Cancer, which are a series of diseases characterized in abnormal cell proliferation and metastasis, has been one of the serious diseases that threaten the human health. According to the statistics from WTO, about 6 million peoples suffer newly from cancer every year all over the world. In China, cancer has been the second largest cause of death after cardio-cerebrovascular diseases.
At present, the common anti-tumor medicaments used in clinic are cytotoxic drugs, which have disadvantages such as poor selectivity, serious adverse reactions, and being easy to develop resistance. As the rapid development of techniques relating to biological genetic engineering and of research on molecular oncology and molecular pharmacology, it is gradually comprehended that the substantial mechanism of cells' cancerization involves the incoordinate cell signaling, i.e., the over-active signal transduction results in celluar immortalization as to most kinds of tumors. Therefore, molecules involved in the cell signaling are the important key to find novel anti-tumor medicaments, that is to say, the target sites of the key enzyme of the signal transduction pathway relating to tumor cell differentiation and proliferation can be used as the screening sites to find out a new anti-tumor medicament both exhibiting high performance, specificity and low toxicity and specifically combining with those target sites. At present, the said screening method has become a new way to investigate and develop anti-tumor medicaments.
PI3K-mTOR signal transduction pathway is one of the major protein tyrosine kinase signal transduction pathways. Phosphatidylinositol 3 kinase (PI3K) activates protein kinase B(PKB) by phosphorylation, and then the latter activates the mammalian target of rapamycin (mTOR) by phosphorylation. mTOR directly or indirectly participates in a plurality of regulations relating to cell proliferation and growth, and therefore is considered as a central regulator of cell proliferation. Many findings of research show that PI3K-mTOR signal transduction pathway is abnormally expressed in tumor cells, and plays an important role in the generation and development of a tumor. Therefore, PI3K-mTOR signal transduction pathway has become a promising target sites as to tumor therapy, because it is possible to specifically inhibit the growth of tumor cells if the said pathway is blocked, especially the activity of mTOR is inhibited.
Rapamycin, also called sirolimus, is a triene macrolide antibiotic first obtained through fermentation from the bacterium Streptomyces hygroscopicus isolated on the island of Rapa Nui by Wyeth Ayerst lab in 1975. It has antibacterial activities, and has been applied in clinic as a potent immunodepressant. Recent researches have shown that rapamycin exhibits significant antineoplasmic activities as a specific inhibitor for mTOR. In vitro, the growth of rhabdomyosarcoma cells can be significantly inhibited by only 1 ng/ml of rapamycin. Results obtained from many labs all over the world have also verified that rapamycin is a very good candidate for anti-tumor therapy. Rapamycin exhibits strong inhibitory effects on many tumors, such as rhabdomyosarcoma, neuroblastoma, spongioblastoma, medulloblastoma and small cell lung cancer, etc., and it has been clearly verified that its inhibitory effects on the growth of tumor cells are due to the combination with mTOR. Although rapamycin has exhibited fairly well anti-tumor activities before clinical application, its low water-solubility and chemical stability due to the macrolide structure thereof restrict its clinical development.
Recently, various rapalogs for mTOR-target therapy of tumor have been developed by many pharmaceutical companies. Among them, the representatives are CCI-779 (TemRapamycin) from Wyeth Co., RAD-001 (Everolimus) from Novarti Co. and AP23576 from Ariad Co. These rapalogs show similar anti-tumor effects as those of rapamycin and improved pharmacological properties without apparent adverse reactions.

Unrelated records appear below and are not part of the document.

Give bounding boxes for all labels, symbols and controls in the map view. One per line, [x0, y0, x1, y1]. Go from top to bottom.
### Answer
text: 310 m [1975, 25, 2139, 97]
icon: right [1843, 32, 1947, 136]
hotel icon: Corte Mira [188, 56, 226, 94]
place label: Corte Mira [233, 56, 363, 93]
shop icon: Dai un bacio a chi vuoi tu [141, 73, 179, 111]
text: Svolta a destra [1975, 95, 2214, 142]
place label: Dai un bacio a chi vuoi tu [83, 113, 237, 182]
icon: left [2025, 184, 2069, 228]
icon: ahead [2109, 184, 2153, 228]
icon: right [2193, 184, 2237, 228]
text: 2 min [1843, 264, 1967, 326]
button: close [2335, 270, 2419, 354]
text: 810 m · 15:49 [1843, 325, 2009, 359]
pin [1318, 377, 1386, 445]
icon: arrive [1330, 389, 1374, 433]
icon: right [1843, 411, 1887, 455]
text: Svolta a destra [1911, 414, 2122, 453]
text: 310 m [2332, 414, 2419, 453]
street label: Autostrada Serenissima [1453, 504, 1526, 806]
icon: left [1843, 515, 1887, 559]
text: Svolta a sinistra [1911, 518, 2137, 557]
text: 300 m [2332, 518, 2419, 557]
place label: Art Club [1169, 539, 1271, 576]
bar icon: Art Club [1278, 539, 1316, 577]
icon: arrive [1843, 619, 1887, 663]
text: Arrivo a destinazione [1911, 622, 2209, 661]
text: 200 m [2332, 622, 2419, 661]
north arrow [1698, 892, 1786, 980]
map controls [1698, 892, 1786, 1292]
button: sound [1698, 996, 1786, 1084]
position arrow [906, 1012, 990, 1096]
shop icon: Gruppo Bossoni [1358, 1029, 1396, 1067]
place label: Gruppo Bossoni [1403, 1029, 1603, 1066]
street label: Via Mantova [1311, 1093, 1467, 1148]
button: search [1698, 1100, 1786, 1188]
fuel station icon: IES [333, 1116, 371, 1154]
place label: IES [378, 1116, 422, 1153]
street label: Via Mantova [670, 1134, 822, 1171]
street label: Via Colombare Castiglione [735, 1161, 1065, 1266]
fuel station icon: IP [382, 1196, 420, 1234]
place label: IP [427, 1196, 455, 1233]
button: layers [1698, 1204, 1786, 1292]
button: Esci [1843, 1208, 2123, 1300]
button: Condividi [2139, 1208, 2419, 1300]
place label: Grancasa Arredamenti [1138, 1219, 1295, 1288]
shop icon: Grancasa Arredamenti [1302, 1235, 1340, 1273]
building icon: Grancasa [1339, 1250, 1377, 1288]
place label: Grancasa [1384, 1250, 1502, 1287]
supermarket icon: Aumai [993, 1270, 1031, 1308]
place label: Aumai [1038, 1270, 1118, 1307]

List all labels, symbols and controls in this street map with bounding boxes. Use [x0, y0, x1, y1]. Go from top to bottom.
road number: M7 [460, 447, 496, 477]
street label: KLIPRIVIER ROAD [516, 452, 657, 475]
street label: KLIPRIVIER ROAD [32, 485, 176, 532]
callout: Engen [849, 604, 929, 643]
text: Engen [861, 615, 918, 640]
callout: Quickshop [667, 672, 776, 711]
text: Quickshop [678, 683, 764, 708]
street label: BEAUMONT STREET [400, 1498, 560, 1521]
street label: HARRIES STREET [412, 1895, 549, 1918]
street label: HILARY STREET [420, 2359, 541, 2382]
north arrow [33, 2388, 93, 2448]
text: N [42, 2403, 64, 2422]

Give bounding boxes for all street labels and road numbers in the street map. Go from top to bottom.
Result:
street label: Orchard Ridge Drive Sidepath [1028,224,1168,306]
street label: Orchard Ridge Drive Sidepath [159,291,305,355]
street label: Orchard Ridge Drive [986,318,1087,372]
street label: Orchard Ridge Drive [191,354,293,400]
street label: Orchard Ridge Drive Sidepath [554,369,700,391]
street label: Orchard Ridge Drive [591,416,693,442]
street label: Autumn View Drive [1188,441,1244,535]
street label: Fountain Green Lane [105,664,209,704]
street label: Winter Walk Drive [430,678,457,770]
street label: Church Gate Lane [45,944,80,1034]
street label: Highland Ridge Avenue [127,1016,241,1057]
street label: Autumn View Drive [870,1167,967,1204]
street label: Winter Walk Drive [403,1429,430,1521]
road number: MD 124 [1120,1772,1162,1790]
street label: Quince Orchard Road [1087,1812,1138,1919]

CCI-779 is suitable for intravenous injection and has been applied for the clinical therapy of patients suffered from advanced renal cancer. RAD-001 is suitable for oral administration and has been used in clinical tests at α stage for the treatment of small cell lung cancer. AP23576 has been used in clinical tests at β stage for the treatment of hematological cancers or solid tumors, showing a good prospect of being used as a drug. Therefore, it is desired to find an anti-tumor medicament with a superior activity, low toxicity and high specificity by structural modification using rapamycin as the mother core, which is much valuable in application.